**Exercise objective**:
Which lines below contain "Input"? Pull them out.

Collected data entries:

══════════════════════════════

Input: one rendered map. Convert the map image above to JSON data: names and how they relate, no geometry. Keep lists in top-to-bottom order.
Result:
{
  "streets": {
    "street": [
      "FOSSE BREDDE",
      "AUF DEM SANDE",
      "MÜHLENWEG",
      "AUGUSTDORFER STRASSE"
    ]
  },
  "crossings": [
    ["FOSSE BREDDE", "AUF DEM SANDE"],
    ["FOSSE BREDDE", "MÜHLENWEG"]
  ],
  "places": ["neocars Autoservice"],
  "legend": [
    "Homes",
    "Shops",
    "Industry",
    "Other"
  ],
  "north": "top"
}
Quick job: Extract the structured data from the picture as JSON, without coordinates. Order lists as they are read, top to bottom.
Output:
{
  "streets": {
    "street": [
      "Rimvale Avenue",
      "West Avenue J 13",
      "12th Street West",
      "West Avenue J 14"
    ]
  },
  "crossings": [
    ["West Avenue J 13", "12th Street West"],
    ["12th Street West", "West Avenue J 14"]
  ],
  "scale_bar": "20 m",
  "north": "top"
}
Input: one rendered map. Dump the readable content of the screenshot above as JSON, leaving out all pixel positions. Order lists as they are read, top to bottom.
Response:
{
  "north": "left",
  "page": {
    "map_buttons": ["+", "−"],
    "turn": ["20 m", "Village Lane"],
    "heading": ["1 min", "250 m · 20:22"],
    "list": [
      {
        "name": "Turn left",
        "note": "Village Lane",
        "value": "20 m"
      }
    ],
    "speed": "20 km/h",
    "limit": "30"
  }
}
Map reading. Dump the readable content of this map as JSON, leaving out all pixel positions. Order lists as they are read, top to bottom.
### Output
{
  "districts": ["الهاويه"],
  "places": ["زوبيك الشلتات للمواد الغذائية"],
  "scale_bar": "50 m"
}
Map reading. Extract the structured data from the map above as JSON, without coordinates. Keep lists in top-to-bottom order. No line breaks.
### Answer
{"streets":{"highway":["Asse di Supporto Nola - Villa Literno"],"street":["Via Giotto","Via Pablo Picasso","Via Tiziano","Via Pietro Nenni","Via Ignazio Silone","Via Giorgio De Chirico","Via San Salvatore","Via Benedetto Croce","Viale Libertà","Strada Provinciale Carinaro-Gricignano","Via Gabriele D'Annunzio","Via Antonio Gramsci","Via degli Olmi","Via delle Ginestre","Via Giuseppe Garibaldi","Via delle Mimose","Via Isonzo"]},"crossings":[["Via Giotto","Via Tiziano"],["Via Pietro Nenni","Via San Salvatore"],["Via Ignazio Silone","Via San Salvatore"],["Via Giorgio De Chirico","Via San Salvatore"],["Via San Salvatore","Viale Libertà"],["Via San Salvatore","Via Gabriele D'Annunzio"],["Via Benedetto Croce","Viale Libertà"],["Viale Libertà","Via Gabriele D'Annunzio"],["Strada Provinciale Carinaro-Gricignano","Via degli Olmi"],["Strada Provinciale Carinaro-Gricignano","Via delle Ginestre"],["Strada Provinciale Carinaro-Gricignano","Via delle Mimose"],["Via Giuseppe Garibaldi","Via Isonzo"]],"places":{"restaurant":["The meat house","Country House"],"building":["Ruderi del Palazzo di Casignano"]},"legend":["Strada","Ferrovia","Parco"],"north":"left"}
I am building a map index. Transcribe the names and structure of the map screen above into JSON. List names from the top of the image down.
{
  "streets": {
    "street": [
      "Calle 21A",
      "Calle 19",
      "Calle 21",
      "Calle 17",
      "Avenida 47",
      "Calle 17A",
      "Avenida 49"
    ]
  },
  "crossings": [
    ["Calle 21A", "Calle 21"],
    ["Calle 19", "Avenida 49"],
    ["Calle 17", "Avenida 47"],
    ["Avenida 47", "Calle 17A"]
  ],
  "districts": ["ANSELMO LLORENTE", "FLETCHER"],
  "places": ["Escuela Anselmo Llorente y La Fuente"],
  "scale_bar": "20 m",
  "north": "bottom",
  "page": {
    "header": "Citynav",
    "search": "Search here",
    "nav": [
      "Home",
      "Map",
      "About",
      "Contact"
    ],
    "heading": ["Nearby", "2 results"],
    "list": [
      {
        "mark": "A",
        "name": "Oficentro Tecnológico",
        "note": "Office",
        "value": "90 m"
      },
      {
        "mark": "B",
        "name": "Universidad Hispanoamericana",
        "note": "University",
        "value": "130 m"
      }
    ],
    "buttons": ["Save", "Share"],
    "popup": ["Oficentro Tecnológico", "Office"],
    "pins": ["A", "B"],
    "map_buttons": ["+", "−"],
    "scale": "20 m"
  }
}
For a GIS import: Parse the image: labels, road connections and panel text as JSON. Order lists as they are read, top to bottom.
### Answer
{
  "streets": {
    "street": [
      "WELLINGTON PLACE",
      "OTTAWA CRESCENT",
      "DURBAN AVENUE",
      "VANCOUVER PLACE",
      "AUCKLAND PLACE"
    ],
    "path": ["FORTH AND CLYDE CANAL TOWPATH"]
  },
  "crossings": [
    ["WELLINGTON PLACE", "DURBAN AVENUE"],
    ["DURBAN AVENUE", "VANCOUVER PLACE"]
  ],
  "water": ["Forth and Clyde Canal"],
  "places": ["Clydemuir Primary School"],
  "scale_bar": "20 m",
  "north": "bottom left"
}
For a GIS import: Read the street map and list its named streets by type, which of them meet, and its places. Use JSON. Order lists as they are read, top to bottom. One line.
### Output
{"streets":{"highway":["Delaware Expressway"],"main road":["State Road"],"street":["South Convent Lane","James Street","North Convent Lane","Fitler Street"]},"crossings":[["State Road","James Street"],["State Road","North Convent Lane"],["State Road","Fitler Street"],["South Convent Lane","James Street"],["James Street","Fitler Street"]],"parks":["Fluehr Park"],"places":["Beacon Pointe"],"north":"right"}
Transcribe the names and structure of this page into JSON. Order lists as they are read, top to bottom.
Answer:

══════════════════════════════

**Written response**:
Input: one rendered map. Convert the map image above to JSON data: names and how they relate, no geometry. Keep lists in top-to-bottom order.
Input: one rendered map. Dump the readable content of the screenshot above as JSON, leaving out all pixel positions. Order lists as they are read, top to bottom.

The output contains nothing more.